Hot and fast, however, isn't the way to grill everything. Fish, chicken, vegetables, and fruit are better grilled at lower temperatures; aim for medium heat with these foods. For a gas grill this means reducing the temperature and for charcoal, it means building a smaller fire. You still need to watch these foods closely, but they generally take longer to cook at a lower temperature.

Temperature Guide for the Grill

With a gas grill, the temperature dials are a good indication of how high or low the heat is. If you have a charcoal grill, there is a method to gauge temperature using only your hand. Carefully hold your hand just above the cooking grate and start counting the seconds until you cannot tolerate the heat (it will feel like your skin will burn). The longer you can hold your hand above the fire, the lower the heat. This technique can be used for gas and charcoal grills. The guidelines to follow are:

  • 5 Seconds = Low heat
  • 4 Seconds = Medium heat
  • 3 Seconds = Medium-high heat
  • 2 Seconds = High heat
  • 1 Second = Very high heat

Know When It's Done

While there are general grilling time guidelines, knowing when food is done is a challenge. There are three laws of successful grilling:

  • Law 1: You can cook longer, but you can't "uncook" food.
  • Law 2: Undercooked meats can kill you. 
  • Law 3: Trust and verify. Experience is the best tool you have when cooking to a proper doneness, but a meat thermometer is necessary to make sure you have it right.

Move Your Food Around the Grill 

A common grilling myth is that you shouldn't turn grilled foods too frequently.

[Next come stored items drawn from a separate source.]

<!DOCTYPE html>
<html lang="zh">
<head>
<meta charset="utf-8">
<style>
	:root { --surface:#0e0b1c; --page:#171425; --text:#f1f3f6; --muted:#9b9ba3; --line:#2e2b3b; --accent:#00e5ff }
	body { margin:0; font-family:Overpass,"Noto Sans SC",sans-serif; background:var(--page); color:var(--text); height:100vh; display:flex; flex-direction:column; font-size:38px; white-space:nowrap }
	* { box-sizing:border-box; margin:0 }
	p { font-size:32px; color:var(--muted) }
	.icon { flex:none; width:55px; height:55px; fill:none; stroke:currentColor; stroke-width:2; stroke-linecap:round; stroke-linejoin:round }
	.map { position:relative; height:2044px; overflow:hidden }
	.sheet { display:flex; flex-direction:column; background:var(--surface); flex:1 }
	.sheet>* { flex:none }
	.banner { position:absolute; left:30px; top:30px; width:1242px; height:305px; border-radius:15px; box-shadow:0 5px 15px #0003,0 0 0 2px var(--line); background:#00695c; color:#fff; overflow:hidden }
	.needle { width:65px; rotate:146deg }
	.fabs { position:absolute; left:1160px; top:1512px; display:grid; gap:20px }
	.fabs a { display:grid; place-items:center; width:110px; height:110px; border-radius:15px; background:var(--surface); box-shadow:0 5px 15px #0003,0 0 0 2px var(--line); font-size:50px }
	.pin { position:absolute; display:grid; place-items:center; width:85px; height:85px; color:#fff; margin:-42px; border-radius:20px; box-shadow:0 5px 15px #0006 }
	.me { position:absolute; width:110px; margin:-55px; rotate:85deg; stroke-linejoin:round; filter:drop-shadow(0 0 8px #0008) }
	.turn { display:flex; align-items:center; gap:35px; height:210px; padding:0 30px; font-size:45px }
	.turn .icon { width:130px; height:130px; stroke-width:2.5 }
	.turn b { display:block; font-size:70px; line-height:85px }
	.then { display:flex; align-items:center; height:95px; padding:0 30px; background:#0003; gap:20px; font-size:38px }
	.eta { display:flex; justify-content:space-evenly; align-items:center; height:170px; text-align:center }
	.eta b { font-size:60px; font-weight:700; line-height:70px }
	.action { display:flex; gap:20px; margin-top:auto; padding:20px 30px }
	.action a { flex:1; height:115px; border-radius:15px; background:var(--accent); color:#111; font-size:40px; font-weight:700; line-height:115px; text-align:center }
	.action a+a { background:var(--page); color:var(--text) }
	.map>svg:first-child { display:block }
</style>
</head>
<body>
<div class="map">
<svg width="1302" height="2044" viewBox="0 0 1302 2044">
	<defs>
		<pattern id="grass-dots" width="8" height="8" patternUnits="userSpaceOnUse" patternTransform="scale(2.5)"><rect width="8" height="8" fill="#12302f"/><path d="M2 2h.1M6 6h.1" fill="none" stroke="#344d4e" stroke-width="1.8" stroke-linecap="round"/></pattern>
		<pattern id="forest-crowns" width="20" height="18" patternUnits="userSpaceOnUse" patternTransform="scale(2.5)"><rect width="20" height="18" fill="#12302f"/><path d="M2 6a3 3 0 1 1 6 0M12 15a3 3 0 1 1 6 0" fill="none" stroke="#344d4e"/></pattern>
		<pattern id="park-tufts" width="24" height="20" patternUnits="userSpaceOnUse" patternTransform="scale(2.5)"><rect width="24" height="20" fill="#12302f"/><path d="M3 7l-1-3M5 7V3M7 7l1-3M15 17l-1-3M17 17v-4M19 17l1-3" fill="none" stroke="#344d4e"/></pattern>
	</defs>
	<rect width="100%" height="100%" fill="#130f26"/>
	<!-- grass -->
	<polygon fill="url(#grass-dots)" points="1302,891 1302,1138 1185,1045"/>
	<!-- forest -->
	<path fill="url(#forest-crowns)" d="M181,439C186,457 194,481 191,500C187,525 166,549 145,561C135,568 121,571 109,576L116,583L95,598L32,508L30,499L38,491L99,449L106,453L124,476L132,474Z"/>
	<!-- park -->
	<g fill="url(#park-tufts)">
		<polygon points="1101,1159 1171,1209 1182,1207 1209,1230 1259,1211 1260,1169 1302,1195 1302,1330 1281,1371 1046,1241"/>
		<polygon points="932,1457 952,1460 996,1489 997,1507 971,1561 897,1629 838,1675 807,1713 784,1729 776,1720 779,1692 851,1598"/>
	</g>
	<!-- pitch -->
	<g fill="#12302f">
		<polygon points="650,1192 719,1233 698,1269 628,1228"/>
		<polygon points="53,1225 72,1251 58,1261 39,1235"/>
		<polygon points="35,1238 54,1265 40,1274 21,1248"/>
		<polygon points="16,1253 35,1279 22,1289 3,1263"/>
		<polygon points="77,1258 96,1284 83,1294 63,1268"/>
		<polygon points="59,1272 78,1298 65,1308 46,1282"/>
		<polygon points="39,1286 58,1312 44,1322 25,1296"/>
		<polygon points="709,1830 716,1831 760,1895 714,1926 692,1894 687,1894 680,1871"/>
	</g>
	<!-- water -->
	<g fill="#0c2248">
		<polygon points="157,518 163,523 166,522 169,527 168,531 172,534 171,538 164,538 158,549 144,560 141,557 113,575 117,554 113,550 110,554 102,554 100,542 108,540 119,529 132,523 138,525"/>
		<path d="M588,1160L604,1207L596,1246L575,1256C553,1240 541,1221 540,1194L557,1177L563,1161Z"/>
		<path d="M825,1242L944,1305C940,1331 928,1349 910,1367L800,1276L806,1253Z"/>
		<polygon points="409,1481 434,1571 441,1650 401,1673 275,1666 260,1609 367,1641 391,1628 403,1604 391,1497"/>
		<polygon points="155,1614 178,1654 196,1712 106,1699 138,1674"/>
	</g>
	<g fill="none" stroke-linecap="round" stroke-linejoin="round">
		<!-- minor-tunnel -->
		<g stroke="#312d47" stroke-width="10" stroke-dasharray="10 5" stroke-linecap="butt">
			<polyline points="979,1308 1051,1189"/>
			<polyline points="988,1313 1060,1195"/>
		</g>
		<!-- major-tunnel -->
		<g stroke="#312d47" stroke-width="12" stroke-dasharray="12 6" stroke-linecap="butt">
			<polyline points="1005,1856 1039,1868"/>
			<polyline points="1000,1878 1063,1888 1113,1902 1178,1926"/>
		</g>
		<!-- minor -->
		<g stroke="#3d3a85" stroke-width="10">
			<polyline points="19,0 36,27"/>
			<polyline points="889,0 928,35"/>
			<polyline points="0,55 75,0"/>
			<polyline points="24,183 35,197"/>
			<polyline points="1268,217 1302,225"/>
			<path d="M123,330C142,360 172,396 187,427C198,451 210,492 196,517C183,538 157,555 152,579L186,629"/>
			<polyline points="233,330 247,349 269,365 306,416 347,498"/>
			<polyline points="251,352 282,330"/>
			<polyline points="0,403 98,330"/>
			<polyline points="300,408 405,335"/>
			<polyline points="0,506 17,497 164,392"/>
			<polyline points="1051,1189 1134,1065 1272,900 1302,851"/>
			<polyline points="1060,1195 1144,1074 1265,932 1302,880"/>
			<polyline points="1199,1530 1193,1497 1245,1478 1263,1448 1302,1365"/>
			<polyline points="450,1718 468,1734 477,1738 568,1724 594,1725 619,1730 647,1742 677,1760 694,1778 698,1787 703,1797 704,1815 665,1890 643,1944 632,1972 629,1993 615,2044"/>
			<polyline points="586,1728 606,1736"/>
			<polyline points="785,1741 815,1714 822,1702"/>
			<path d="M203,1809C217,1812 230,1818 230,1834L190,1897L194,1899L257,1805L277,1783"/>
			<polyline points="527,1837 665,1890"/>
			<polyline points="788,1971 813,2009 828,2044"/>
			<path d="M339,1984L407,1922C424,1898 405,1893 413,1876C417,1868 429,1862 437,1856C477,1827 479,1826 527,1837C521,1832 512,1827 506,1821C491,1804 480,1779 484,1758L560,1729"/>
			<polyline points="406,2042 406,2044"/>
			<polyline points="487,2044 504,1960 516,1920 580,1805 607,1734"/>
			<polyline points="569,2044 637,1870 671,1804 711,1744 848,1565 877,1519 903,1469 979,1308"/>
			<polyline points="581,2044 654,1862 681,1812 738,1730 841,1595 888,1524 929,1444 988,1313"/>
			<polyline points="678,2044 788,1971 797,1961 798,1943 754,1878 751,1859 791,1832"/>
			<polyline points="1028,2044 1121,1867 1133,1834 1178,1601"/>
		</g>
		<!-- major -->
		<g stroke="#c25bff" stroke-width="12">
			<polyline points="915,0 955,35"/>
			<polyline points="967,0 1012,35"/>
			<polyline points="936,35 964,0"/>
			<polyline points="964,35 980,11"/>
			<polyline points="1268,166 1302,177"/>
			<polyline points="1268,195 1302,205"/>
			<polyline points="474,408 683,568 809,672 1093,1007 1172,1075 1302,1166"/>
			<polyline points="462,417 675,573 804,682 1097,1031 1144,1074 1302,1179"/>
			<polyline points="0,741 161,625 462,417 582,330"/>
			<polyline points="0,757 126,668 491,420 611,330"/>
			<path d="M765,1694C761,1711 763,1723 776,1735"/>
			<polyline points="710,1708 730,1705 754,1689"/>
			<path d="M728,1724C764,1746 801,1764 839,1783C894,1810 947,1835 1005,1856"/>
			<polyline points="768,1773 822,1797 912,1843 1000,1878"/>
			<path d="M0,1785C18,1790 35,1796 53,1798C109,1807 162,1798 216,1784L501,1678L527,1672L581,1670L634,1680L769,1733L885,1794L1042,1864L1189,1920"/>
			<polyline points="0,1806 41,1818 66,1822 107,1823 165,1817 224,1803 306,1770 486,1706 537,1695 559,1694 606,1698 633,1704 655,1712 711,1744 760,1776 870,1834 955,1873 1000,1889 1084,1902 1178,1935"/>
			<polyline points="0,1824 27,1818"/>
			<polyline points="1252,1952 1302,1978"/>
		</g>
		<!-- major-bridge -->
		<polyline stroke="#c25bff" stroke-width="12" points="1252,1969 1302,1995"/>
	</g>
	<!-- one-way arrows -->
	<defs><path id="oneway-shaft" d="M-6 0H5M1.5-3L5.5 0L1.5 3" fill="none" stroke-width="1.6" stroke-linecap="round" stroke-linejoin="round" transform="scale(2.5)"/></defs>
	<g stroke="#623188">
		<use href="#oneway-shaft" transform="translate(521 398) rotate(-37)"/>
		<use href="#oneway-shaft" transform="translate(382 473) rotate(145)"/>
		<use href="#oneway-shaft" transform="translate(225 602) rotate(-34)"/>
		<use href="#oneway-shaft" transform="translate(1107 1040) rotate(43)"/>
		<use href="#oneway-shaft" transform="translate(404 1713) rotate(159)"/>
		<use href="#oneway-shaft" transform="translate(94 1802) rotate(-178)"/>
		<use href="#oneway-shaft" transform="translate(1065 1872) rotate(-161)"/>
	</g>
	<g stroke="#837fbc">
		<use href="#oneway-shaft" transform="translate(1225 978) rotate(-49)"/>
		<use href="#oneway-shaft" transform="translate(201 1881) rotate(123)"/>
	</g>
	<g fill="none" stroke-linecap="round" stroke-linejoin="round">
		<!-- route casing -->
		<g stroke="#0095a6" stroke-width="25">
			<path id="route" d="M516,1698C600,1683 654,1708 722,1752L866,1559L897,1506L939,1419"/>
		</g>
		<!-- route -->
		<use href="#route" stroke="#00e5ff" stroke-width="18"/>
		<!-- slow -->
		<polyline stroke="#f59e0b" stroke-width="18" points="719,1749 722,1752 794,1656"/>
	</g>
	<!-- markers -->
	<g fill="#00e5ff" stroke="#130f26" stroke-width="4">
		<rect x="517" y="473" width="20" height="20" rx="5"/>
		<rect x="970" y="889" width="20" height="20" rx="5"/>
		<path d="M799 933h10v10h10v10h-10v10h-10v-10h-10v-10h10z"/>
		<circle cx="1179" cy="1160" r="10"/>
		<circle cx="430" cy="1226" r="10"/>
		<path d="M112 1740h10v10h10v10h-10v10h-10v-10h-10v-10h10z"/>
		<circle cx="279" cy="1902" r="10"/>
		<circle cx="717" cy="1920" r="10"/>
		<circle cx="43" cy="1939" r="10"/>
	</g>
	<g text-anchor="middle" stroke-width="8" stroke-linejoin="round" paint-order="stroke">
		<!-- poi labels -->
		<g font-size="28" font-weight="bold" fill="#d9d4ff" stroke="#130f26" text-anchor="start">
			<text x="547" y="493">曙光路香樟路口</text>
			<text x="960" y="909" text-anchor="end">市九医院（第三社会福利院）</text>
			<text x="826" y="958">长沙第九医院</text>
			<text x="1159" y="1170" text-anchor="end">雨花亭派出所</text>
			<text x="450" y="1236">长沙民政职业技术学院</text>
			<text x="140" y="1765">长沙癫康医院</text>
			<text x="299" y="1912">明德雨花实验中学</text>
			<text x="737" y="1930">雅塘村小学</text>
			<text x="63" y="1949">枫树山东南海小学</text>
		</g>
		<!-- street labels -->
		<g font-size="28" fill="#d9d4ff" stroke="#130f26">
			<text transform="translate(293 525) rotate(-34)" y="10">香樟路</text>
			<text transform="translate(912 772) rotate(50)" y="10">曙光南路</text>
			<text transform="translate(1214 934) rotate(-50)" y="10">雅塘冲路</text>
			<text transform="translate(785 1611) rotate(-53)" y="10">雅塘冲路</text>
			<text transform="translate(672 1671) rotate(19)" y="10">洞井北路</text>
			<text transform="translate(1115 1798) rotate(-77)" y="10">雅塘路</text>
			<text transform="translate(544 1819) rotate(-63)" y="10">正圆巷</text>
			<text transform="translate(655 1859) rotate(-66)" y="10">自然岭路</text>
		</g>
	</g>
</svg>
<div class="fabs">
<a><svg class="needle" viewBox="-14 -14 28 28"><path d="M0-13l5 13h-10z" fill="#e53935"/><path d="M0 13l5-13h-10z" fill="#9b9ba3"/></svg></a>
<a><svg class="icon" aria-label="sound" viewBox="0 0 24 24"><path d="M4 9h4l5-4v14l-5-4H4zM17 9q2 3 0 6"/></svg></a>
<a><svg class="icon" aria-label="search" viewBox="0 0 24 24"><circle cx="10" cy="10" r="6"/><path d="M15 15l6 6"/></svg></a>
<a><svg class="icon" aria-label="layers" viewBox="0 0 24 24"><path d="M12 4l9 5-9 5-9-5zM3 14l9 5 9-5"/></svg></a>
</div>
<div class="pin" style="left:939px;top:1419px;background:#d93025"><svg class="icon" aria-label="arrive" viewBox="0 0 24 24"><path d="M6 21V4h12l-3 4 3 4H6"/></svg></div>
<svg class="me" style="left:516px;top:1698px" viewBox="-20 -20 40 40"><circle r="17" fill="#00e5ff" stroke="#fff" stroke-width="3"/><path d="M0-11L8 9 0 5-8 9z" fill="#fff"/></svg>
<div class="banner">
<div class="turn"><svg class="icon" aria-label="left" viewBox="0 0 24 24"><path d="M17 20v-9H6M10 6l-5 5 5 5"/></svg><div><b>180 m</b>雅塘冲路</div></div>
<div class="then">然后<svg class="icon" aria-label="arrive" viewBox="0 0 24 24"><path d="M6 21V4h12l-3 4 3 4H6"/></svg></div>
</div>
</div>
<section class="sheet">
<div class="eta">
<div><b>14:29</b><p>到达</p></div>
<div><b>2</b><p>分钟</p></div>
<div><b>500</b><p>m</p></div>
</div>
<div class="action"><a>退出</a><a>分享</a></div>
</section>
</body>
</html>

Flip when you need to; you want even cooking. Move your foods around the grill and take advantage of the space to avoid flare-ups. However, don't be alarmed since flare-ups are bound to happen, especially with high-fat foods like steak.

Cook Over Indirect Heat

Certain foods benefit from being cooked away from the heat source, using indirect heat. This means having the fire on one side of the grill and the food on the other. It works well for large foods like whole chickens, beef roasts, racks of ribs, and any other poultry or meat that needs a lot of time to cook. Indirect grilling allows you to successfully cook through the middle of the protein before the outside burns. If you have a large grill with several burners, it is best to place food in the middle and light the burners on either side. If your gas grill is too small for this setup, place the food on one side and light the burner on the other. You will have to rotate the food to ​cook it evenly.